#### Dataset records
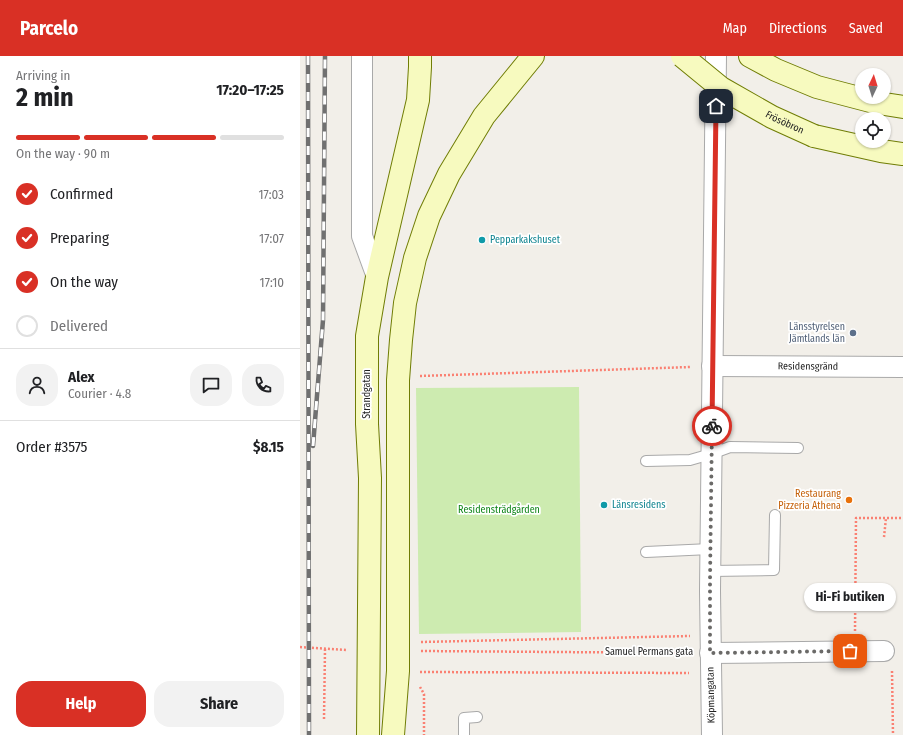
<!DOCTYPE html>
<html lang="en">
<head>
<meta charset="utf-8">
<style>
  body { margin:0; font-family:"Fira Sans Condensed",sans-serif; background:#f2f2f2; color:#202124; height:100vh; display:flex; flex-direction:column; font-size:15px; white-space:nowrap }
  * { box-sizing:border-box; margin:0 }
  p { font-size:13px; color:#757577 }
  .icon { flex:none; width:22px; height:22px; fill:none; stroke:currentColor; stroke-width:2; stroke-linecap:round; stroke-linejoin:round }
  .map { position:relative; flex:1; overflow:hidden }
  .sheet { display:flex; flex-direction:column; background:#fff; width:300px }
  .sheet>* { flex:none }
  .needle { width:26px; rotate:4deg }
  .controls { position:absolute; left:555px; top:12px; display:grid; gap:8px }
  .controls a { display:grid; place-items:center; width:36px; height:36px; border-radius:50%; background:#fff; box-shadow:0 1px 3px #0004; font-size:20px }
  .pin { position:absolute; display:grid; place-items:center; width:34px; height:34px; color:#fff; margin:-17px; border-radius:8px; box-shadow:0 2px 6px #0006 }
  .courier { position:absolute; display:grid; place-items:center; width:40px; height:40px; margin:-20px; border:3px solid #d93025; border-radius:50%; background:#fff; color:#222; box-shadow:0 1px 5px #0007 }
  .bubble { position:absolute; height:28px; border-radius:14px; background:#fff; box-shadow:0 1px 3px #0004; font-size:13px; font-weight:700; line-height:28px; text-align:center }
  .overview em { font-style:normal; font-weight:700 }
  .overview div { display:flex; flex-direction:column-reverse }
  .overview { display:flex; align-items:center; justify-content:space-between; height:68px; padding:0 16px }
  h1 { font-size:26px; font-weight:700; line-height:30px }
  .bar { display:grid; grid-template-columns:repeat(4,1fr); gap:6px 4px; align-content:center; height:48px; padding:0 16px }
  .bar i { height:5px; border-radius:3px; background:#e0e0e0 }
  .bar .active { background:#d93025 }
  .bar p { grid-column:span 4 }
  .line { display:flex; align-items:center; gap:10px; padding:0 16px; border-top:1px solid #e0e0e0 }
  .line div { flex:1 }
  .round { display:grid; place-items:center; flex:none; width:42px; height:42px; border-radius:16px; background:#f2f2f2 }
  ol { padding:0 16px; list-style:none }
  li { display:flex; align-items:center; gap:12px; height:44px }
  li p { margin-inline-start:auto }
  li .icon { padding:4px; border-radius:50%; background:#d93025; color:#fff; stroke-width:4 }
  li:last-child { color:#757577 }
  li i { width:22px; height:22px; border:2px solid #e0e0e0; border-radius:50% }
  .primary-button { display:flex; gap:8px; margin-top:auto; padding:8px 16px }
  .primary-button a { flex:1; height:46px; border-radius:16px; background:#d93025; color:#fff; font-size:16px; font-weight:700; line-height:46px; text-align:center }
  .primary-button a+a { background:#f2f2f2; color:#202124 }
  header { display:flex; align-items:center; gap:24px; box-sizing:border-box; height:56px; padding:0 20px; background:#d93025; color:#fff }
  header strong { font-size:19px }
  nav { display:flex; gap:22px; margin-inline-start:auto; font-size:14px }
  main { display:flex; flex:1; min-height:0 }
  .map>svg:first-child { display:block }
  .grass { fill:#cdebb0 }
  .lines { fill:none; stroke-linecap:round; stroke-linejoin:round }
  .service-casing { stroke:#a9a9a9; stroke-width:12 }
  .minor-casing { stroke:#a9a9a9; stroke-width:22 }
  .secondary-casing { stroke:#707d05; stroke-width:24 }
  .path { stroke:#fa8072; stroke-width:2.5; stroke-dasharray:2 2; stroke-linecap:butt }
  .service { stroke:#fff; stroke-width:10 }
  .minor { stroke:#fff; stroke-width:20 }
  .secondary { stroke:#f7fabf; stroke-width:22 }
  .rail-casing { stroke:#707070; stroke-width:4.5 }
  .rail { stroke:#fff; stroke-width:3; stroke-dasharray:9; stroke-linecap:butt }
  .secondary-bridge-casing { stroke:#707d05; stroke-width:24; stroke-linecap:butt }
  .secondary-bridge { stroke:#f7fabf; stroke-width:22 }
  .done { stroke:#6b6a68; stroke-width:4; stroke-dasharray:0 7.2 }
  .route { stroke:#d93025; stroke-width:5 }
  .culture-dot { fill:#0f9aa8; stroke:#fff; stroke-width:1.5 }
  .service-dot { fill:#5c6f8a; stroke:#fff; stroke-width:1.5 }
  .food-dot { fill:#e8710a; stroke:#fff; stroke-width:1.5 }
  .labels { text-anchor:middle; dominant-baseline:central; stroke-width:3.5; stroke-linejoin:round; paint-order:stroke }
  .street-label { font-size:10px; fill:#222; stroke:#fff }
  .culture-label { font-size:10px; fill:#0d838f; stroke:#fff; text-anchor:start }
  .service-label { font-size:10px; fill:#4e5e75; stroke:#fff; text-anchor:end }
  .food-label { font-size:10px; fill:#c56008; stroke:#fff; text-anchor:end }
  .park-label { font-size:10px; fill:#0c8416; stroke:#fff }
</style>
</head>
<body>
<header>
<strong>Parcelo</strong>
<nav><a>Map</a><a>Directions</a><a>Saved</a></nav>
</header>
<main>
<section class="sheet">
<div class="overview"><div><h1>2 min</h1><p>Arriving in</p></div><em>17:20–17:25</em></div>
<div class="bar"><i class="active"></i><i class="active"></i><i class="active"></i><i></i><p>On the way · 90 m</p></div>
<ol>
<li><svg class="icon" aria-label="check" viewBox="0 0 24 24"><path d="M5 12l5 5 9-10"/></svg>Confirmed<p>17:03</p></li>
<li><svg class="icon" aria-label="check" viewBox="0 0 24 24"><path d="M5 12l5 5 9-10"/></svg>Preparing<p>17:07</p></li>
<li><svg class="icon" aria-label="check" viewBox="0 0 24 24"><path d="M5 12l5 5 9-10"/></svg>On the way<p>17:10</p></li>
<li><i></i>Delivered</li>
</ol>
<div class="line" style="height:72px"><a class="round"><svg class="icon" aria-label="person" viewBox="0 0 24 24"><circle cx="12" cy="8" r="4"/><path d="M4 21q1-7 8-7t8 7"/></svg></a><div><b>Alex</b><p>Courier · 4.8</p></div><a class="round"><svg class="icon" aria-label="chat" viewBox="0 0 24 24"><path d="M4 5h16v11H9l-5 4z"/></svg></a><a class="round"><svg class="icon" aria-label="phone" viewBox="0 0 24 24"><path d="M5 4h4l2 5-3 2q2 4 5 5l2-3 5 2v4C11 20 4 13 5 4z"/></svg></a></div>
<div class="line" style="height:52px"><div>Order #3575</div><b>$8.15</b></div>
<div class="primary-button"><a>Help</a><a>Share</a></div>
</section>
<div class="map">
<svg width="603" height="679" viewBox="0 0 603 679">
  <rect width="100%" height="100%" fill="#f2efe9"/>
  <!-- grass -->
  <path class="grass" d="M 279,331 L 281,576 L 119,578 L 116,332 Z"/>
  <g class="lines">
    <!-- service casing -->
    <g class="service-casing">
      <path id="service" d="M 346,405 L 390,404 L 411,398 L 430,391 L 498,392
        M 346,496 L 410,493
        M 410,515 L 474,514 L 475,459
        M 164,679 L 164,662 L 177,661"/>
    </g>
    <!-- minor casing -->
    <g class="minor-casing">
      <g id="minor">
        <path d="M 62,0 L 62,180 L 77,221"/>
        <path id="s1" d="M 412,310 L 603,311"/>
        <path d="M 410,597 L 584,595"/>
        <path d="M 412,679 L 410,535 L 416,0"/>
      </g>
    </g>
    <!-- secondary casing -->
    <g class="secondary-casing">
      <path id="secondary" d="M 450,0 L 476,14 L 517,31 L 578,47 L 603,51
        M 514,80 L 581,95 L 603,98
        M 68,679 L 70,422 L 67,368 L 67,280 L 77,221 L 118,44 L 120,11 L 120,0
        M 93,679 L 98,615 L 98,324 L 101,284 L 105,247 L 115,202 L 129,160 L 149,118 L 184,60 L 233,0"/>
    </g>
    <!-- path -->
    <path class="path" d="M 120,320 L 391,311
      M 584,481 L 586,462
      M 555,575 L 556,462 L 603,462
      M 121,586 L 390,580
      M 0,591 L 46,594
      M 121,595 L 390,597
      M 592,615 L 593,679
      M 120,616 L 389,617
      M 120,631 L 124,638 L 124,679
      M 24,663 L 25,593"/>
    <!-- service -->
    <use href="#service" class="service"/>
    <!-- minor -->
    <use href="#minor" class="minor"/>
    <!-- secondary -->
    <use href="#secondary" class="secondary"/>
    <!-- rail casing -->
    <g class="rail-casing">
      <path id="rail" d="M 8,0 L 9,679
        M 13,390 L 23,264 L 25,0"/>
    </g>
    <!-- rail -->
    <use href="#rail" class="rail"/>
    <!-- secondary-bridge casing -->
    <g class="secondary-bridge-casing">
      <g id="secondary-bridge">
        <path id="s2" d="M 382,0 L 421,32 L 472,61 L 514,80"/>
      </g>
    </g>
    <!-- secondary-bridge -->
    <use href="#secondary-bridge" class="secondary-bridge"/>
  </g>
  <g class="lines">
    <!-- done -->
    <path class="done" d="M 412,370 L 410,525 L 410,597 L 550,595"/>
    <!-- route -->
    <path class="route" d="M 412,370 L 416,50"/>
  </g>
  <!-- markers -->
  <g class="culture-dot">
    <circle cx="182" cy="184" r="4"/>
    <circle cx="304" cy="449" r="4"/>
  </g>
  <circle class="service-dot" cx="553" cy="277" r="4"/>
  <circle class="food-dot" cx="549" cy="444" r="4"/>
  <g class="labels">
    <!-- street labels -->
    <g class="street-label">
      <text stroke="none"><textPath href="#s2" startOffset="123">Frösöbron</textPath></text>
      <text stroke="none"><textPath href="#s1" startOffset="96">Residensgränd</textPath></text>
      <text transform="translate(67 338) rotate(-90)">Strandgatan</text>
      <text x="349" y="596">Samuel Permans gata</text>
      <text transform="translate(411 639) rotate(-91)">Köpmangatan</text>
    </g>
    <!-- culture labels -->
    <g class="culture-label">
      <text x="190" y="184">Pepparkakshuset</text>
      <text x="312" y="449">Länsresidens</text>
    </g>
    <!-- service labels -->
    <g class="service-label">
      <text x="545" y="271">Länsstyrelsen<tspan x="545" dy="12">Jämtlands län</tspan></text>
    </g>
    <!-- food labels -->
    <g class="food-label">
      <text x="541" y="438">Restaurang<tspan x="541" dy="12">Pizzeria Athena</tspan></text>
    </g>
    <!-- park labels -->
    <g class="park-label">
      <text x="199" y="454">Residensträdgården</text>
    </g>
  </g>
</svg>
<div class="controls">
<a><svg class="needle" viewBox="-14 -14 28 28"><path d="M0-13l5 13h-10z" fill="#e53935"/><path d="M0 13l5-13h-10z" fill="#757577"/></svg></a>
<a><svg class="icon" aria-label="locate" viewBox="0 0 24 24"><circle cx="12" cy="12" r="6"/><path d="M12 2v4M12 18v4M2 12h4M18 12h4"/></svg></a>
</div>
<div class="pin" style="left:550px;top:595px;background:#ea580c"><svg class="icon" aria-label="bag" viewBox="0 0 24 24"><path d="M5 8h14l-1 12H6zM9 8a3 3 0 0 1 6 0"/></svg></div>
<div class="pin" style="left:416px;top:50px;background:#1f2937"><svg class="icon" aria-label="home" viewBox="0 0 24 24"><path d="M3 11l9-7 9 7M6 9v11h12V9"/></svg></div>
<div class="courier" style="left:412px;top:370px"><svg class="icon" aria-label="bike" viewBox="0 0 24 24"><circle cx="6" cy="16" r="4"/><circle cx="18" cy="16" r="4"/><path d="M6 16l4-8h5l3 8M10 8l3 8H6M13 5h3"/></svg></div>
<div class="bubble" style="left:504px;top:527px;width:92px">Hi-Fi butiken</div>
</div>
</main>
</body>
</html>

#### Task directions
Search the material for the word "check". Each line where it is found must be copied.

#### Answer box
<li><svg class="icon" aria-label="check" viewBox="0 0 24 24"><path d="M5 12l5 5 9-10"/></svg>Confirmed<p>17:03</p></li>
<li><svg class="icon" aria-label="check" viewBox="0 0 24 24"><path d="M5 12l5 5 9-10"/></svg>Preparing<p>17:07</p></li>
<li><svg class="icon" aria-label="check" viewBox="0 0 24 24"><path d="M5 12l5 5 9-10"/></svg>On the way<p>17:10</p></li>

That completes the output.